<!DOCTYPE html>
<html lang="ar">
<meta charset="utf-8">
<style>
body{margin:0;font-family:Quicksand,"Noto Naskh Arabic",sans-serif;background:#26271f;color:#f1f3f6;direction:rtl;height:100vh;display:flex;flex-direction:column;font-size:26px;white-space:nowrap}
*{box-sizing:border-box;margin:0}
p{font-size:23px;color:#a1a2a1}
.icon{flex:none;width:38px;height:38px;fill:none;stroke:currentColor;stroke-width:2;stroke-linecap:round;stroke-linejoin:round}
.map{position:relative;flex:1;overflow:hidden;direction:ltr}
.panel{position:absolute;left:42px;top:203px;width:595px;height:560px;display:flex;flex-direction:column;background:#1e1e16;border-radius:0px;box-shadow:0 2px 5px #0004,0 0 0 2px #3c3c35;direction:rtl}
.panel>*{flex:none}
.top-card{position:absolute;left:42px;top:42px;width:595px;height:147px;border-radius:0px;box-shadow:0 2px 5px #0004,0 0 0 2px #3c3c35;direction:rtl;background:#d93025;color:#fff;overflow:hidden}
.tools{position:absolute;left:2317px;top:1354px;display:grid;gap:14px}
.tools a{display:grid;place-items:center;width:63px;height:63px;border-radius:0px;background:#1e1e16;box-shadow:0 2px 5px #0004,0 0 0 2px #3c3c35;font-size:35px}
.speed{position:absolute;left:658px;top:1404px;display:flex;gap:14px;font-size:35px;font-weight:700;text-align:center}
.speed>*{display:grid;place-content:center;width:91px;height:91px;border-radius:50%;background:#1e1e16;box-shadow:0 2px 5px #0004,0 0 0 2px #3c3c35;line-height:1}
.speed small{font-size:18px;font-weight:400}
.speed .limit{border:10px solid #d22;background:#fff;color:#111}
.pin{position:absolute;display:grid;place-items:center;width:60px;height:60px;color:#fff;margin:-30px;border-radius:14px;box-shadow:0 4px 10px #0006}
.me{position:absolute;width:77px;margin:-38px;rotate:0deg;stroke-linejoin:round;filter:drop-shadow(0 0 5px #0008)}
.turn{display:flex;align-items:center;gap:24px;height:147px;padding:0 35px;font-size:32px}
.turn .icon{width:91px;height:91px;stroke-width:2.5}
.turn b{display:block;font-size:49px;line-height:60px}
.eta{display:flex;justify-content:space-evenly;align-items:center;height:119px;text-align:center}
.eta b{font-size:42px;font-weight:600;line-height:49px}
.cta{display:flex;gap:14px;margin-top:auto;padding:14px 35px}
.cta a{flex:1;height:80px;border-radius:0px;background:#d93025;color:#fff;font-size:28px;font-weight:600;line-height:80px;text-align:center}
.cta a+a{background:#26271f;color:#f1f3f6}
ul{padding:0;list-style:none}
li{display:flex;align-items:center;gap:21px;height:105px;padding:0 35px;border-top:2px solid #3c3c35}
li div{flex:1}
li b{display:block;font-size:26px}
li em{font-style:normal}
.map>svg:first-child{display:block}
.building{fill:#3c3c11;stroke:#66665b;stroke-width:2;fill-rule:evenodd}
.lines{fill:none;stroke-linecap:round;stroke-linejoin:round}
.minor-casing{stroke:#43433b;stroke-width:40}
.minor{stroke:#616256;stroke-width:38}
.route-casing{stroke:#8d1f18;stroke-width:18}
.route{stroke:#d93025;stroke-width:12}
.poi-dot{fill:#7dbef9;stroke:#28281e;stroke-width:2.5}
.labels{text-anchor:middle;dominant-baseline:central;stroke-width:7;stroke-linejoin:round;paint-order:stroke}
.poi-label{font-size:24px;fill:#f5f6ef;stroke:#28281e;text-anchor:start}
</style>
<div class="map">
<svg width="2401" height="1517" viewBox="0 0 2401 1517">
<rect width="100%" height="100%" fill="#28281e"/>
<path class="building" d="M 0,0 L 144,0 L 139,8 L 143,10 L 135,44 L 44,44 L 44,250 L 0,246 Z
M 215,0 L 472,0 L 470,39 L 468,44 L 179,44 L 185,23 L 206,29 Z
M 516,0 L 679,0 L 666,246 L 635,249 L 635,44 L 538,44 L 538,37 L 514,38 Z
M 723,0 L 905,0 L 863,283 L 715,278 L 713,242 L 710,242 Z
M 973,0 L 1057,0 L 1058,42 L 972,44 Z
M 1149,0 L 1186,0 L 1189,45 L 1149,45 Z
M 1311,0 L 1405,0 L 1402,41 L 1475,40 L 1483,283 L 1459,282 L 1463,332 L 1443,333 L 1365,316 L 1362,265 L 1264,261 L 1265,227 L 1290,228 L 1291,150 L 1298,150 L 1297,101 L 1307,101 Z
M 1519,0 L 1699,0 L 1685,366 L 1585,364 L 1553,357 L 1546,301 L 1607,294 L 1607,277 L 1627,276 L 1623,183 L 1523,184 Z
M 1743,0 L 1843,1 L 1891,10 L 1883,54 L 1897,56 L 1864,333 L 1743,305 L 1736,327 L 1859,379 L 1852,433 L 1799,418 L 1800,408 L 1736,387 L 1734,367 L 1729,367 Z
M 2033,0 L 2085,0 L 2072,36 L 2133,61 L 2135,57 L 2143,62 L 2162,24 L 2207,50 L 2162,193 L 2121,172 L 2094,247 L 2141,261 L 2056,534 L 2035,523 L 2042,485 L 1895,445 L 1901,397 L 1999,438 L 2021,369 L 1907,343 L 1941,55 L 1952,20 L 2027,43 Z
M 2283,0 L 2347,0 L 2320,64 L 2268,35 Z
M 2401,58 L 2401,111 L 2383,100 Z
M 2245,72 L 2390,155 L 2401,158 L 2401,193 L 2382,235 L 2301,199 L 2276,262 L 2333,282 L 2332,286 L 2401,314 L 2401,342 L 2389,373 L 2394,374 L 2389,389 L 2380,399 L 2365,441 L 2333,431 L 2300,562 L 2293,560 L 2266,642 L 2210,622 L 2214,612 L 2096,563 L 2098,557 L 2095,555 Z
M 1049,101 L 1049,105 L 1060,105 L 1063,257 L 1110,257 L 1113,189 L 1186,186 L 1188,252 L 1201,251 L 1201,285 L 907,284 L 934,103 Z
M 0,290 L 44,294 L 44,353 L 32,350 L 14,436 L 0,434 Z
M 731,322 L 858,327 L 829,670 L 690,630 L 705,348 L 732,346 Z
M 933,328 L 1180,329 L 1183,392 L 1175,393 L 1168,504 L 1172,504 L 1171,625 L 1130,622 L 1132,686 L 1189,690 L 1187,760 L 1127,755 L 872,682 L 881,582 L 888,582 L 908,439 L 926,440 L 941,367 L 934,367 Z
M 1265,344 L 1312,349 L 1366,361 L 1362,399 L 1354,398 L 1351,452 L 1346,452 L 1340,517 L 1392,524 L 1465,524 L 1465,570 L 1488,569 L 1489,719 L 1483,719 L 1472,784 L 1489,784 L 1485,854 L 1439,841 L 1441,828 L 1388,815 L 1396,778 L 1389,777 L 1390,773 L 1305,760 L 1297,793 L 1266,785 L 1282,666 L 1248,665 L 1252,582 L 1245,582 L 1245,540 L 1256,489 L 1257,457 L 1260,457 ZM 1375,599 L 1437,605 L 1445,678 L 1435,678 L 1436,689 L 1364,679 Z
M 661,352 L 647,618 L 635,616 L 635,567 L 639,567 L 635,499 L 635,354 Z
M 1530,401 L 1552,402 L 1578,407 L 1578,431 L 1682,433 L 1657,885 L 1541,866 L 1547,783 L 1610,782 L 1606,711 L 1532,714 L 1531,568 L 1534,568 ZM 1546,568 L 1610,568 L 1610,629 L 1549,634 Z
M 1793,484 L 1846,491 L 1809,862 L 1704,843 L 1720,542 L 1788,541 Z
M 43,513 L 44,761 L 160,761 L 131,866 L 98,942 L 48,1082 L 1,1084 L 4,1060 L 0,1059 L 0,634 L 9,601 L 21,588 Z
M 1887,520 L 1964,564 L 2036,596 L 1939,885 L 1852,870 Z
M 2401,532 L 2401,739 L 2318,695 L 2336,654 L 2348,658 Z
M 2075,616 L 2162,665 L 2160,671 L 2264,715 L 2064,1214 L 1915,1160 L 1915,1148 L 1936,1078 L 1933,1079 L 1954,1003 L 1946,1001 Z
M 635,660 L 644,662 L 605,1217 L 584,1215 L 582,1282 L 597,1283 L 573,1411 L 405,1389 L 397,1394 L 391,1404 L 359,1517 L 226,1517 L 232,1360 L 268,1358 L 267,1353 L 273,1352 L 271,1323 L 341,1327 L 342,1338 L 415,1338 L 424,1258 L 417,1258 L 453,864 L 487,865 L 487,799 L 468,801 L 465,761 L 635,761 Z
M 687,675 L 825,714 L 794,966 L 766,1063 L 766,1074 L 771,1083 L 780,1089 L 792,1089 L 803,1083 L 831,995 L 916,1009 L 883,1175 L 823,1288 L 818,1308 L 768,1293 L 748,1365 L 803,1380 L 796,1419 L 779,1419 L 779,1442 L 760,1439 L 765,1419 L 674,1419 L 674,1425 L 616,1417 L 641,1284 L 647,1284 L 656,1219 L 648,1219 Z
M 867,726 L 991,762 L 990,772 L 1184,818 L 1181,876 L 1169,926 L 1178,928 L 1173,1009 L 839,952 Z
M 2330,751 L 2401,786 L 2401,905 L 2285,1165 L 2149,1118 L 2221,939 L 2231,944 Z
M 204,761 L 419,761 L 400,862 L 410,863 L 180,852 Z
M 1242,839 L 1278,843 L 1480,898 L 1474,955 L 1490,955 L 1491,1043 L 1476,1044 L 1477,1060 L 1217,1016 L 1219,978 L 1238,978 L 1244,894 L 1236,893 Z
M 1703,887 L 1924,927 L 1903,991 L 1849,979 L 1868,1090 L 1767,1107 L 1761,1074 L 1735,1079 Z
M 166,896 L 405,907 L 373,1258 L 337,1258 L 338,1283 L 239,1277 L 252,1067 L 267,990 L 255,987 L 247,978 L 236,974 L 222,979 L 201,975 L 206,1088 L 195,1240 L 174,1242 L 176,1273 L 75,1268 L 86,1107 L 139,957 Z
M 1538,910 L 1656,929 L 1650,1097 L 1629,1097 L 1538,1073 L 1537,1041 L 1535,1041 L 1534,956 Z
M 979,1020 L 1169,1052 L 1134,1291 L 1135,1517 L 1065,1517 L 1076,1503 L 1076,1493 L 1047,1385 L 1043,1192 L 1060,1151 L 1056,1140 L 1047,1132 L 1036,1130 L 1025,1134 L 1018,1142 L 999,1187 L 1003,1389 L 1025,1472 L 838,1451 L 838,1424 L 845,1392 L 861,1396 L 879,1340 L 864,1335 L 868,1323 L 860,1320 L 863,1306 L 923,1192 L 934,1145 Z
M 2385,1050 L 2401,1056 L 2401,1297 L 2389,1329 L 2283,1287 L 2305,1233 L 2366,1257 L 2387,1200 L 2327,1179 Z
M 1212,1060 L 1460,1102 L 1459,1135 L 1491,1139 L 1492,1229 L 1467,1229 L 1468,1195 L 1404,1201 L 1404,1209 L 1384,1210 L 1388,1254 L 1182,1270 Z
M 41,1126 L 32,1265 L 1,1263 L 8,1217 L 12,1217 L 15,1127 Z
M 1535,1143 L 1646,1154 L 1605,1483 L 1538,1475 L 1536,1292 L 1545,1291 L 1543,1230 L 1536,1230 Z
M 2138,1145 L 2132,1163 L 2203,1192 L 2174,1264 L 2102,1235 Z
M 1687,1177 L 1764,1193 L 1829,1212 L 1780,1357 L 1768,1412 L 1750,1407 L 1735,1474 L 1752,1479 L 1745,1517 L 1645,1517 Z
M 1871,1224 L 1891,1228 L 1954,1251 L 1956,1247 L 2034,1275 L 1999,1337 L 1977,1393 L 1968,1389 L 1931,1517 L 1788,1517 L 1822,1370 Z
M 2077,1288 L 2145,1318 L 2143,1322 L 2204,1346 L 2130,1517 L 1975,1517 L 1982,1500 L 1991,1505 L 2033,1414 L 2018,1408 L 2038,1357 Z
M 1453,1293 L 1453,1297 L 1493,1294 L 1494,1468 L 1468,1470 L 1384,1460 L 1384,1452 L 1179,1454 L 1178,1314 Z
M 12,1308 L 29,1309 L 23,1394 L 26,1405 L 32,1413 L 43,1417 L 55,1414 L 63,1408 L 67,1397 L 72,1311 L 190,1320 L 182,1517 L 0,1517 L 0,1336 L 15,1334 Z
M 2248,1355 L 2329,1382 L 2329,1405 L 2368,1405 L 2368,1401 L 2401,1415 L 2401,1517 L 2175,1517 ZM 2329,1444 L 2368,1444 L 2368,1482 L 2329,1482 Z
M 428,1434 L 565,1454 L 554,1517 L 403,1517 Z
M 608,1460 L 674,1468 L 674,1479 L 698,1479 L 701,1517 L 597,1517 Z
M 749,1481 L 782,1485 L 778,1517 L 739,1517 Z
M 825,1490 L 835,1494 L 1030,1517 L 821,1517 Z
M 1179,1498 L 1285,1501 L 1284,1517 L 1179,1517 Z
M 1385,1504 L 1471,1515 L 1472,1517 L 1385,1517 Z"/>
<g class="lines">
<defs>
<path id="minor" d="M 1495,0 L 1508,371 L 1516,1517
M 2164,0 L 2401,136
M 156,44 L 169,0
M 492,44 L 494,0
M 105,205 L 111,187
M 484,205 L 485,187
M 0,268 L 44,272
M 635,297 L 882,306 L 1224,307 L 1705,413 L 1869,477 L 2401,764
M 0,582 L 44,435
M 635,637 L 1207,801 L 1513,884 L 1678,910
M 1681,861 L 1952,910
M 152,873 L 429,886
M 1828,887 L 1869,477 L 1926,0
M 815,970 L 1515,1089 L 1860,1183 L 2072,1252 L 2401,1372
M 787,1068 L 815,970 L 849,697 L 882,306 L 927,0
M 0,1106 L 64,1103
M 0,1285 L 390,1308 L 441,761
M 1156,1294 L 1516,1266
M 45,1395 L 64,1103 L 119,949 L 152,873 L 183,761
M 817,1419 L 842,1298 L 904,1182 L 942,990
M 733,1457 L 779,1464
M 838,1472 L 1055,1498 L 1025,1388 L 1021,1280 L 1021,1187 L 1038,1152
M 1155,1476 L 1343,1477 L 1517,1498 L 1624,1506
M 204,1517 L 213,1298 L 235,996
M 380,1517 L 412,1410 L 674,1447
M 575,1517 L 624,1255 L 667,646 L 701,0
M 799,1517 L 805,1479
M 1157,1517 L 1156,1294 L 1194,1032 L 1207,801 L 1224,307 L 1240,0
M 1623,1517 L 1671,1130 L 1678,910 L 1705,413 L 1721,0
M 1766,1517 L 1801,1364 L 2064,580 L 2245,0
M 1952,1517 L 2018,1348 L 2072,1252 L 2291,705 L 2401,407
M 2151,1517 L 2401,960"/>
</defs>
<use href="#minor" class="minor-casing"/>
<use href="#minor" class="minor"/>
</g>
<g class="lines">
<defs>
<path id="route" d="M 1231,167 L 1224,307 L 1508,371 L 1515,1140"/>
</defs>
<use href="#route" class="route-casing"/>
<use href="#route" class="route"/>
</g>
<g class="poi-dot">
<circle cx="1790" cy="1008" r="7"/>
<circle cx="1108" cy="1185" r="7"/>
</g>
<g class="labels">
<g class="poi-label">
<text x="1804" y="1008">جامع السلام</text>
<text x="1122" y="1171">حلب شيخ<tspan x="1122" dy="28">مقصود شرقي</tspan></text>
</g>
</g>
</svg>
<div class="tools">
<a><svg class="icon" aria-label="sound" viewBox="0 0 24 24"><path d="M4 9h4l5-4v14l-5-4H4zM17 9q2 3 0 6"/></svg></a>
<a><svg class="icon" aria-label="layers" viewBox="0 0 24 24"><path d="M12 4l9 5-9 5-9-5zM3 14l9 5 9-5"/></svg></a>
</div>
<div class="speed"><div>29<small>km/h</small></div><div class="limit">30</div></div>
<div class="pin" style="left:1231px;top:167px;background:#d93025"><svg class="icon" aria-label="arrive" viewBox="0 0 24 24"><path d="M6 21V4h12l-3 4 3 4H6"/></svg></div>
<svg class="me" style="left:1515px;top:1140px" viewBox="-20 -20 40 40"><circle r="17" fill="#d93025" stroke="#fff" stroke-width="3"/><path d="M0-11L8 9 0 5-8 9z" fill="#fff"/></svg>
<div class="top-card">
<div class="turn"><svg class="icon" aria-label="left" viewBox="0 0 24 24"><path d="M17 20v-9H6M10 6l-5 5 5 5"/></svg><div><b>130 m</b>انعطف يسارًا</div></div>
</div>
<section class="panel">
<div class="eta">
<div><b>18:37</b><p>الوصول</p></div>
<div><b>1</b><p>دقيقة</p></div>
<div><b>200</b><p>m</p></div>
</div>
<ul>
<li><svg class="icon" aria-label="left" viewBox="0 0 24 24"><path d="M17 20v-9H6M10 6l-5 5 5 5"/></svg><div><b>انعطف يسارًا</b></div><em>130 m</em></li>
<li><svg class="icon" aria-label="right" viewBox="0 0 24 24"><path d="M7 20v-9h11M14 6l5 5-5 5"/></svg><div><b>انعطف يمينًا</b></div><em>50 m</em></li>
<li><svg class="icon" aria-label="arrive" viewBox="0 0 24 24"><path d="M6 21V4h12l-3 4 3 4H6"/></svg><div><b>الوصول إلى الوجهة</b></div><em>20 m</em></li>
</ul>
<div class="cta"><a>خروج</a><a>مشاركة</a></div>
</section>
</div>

======

• _Problem requirements_
Copy out only the lines above from the one with "M 933,328 L" to the one with "M 2075,616 L", inclusive, exactly as they stand.

• _Response to the exercise_
M 933,328 L 1180,329 L 1183,392 L 1175,393 L 1168,504 L 1172,504 L 1171,625 L 1130,622 L 1132,686 L 1189,690 L 1187,760 L 1127,755 L 872,682 L 881,582 L 888,582 L 908,439 L 926,440 L 941,367 L 934,367 Z
M 1265,344 L 1312,349 L 1366,361 L 1362,399 L 1354,398 L 1351,452 L 1346,452 L 1340,517 L 1392,524 L 1465,524 L 1465,570 L 1488,569 L 1489,719 L 1483,719 L 1472,784 L 1489,784 L 1485,854 L 1439,841 L 1441,828 L 1388,815 L 1396,778 L 1389,777 L 1390,773 L 1305,760 L 1297,793 L 1266,785 L 1282,666 L 1248,665 L 1252,582 L 1245,582 L 1245,540 L 1256,489 L 1257,457 L 1260,457 ZM 1375,599 L 1437,605 L 1445,678 L 1435,678 L 1436,689 L 1364,679 Z
M 661,352 L 647,618 L 635,616 L 635,567 L 639,567 L 635,499 L 635,354 Z
M 1530,401 L 1552,402 L 1578,407 L 1578,431 L 1682,433 L 1657,885 L 1541,866 L 1547,783 L 1610,782 L 1606,711 L 1532,714 L 1531,568 L 1534,568 ZM 1546,568 L 1610,568 L 1610,629 L 1549,634 Z
M 1793,484 L 1846,491 L 1809,862 L 1704,843 L 1720,542 L 1788,541 Z
M 43,513 L 44,761 L 160,761 L 131,866 L 98,942 L 48,1082 L 1,1084 L 4,1060 L 0,1059 L 0,634 L 9,601 L 21,588 Z
M 1887,520 L 1964,564 L 2036,596 L 1939,885 L 1852,870 Z
M 2401,532 L 2401,739 L 2318,695 L 2336,654 L 2348,658 Z
M 2075,616 L 2162,665 L 2160,671 L 2264,715 L 2064,1214 L 1915,1160 L 1915,1148 L 1936,1078 L 1933,1079 L 1954,1003 L 1946,1001 Z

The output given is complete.